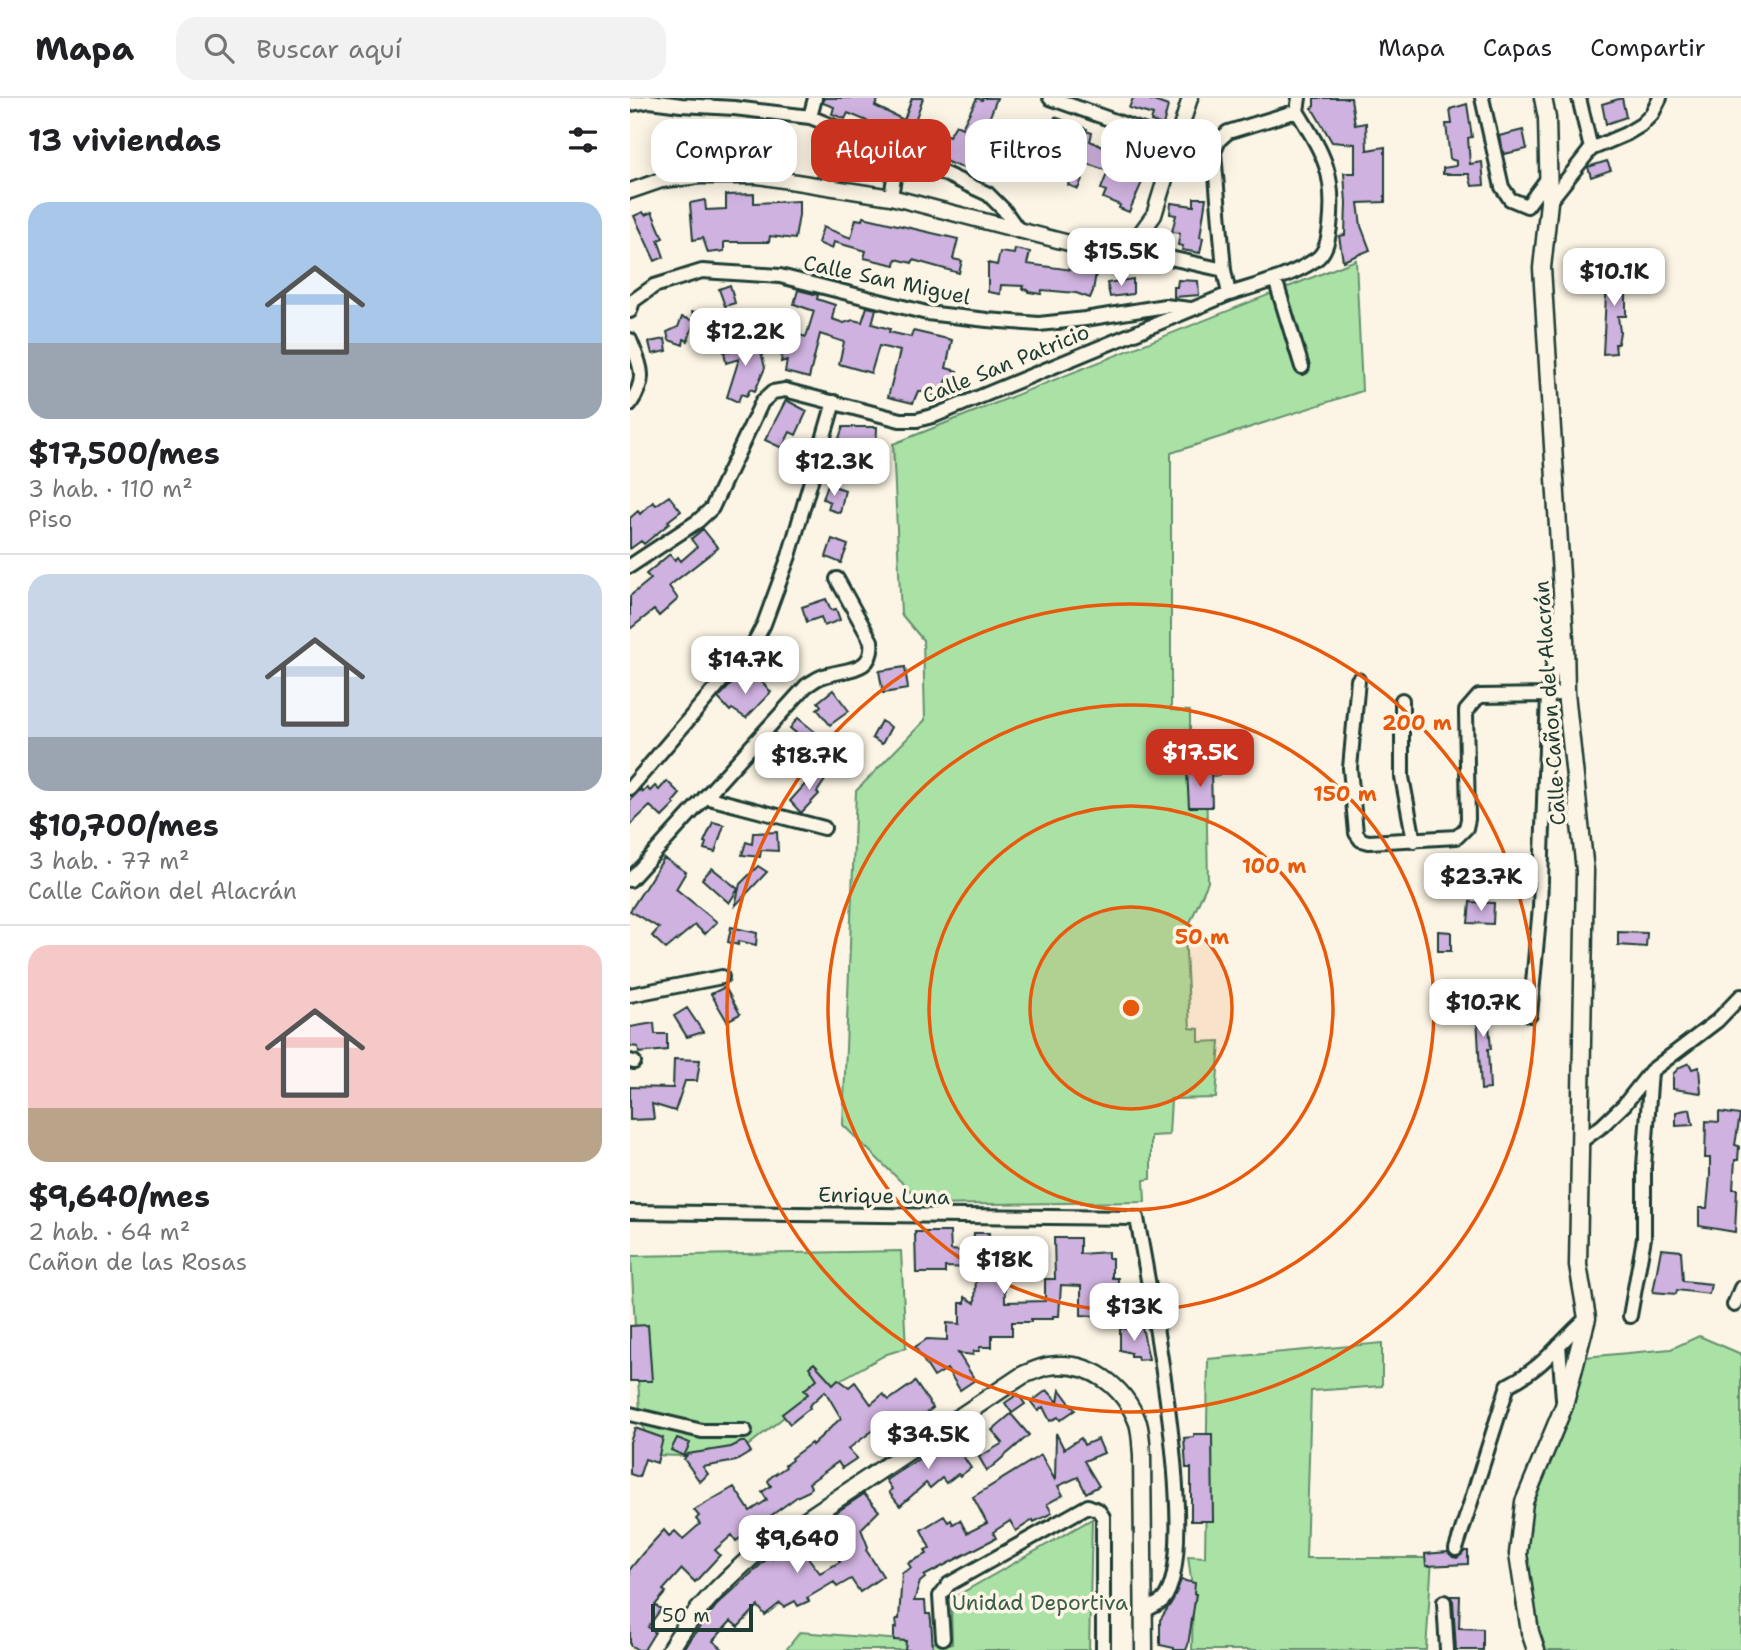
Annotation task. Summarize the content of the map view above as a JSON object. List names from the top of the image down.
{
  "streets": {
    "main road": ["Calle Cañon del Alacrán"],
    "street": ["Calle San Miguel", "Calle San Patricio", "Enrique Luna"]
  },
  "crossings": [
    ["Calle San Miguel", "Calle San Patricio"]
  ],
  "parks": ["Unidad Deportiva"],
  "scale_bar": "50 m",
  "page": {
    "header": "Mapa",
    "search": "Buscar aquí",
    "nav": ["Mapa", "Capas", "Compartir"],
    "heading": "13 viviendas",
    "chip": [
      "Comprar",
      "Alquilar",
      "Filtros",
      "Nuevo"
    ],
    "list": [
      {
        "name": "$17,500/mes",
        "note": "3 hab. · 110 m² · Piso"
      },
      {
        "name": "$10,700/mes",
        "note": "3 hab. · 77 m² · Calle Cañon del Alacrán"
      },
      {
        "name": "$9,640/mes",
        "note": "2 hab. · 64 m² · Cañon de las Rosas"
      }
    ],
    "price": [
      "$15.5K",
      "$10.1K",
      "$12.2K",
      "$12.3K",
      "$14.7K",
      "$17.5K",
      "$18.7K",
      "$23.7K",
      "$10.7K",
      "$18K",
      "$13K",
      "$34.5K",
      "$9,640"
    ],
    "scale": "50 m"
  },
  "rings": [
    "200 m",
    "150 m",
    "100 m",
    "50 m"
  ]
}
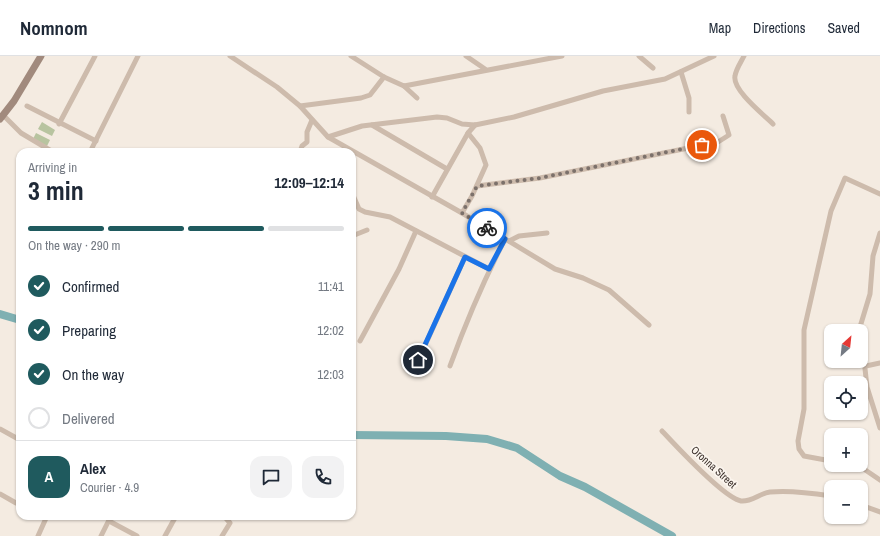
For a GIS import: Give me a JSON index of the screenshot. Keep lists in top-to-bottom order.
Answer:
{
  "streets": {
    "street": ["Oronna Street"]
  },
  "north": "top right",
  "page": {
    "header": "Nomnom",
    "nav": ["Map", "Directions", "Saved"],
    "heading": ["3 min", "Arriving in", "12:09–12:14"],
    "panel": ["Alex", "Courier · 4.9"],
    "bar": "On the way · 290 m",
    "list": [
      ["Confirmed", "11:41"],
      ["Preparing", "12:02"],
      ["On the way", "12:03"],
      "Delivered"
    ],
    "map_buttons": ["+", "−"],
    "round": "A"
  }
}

★ ★ ★ ★ ★

[Exercise]:
When a line in the listing above holds the word "note", copy it.

[Response to the exercise]:
        "note": "3 hab. · 110 m² · Piso"
        "note": "3 hab. · 77 m² · Calle Cañon del Alacrán"
        "note": "2 hab. · 64 m² · Cañon de las Rosas"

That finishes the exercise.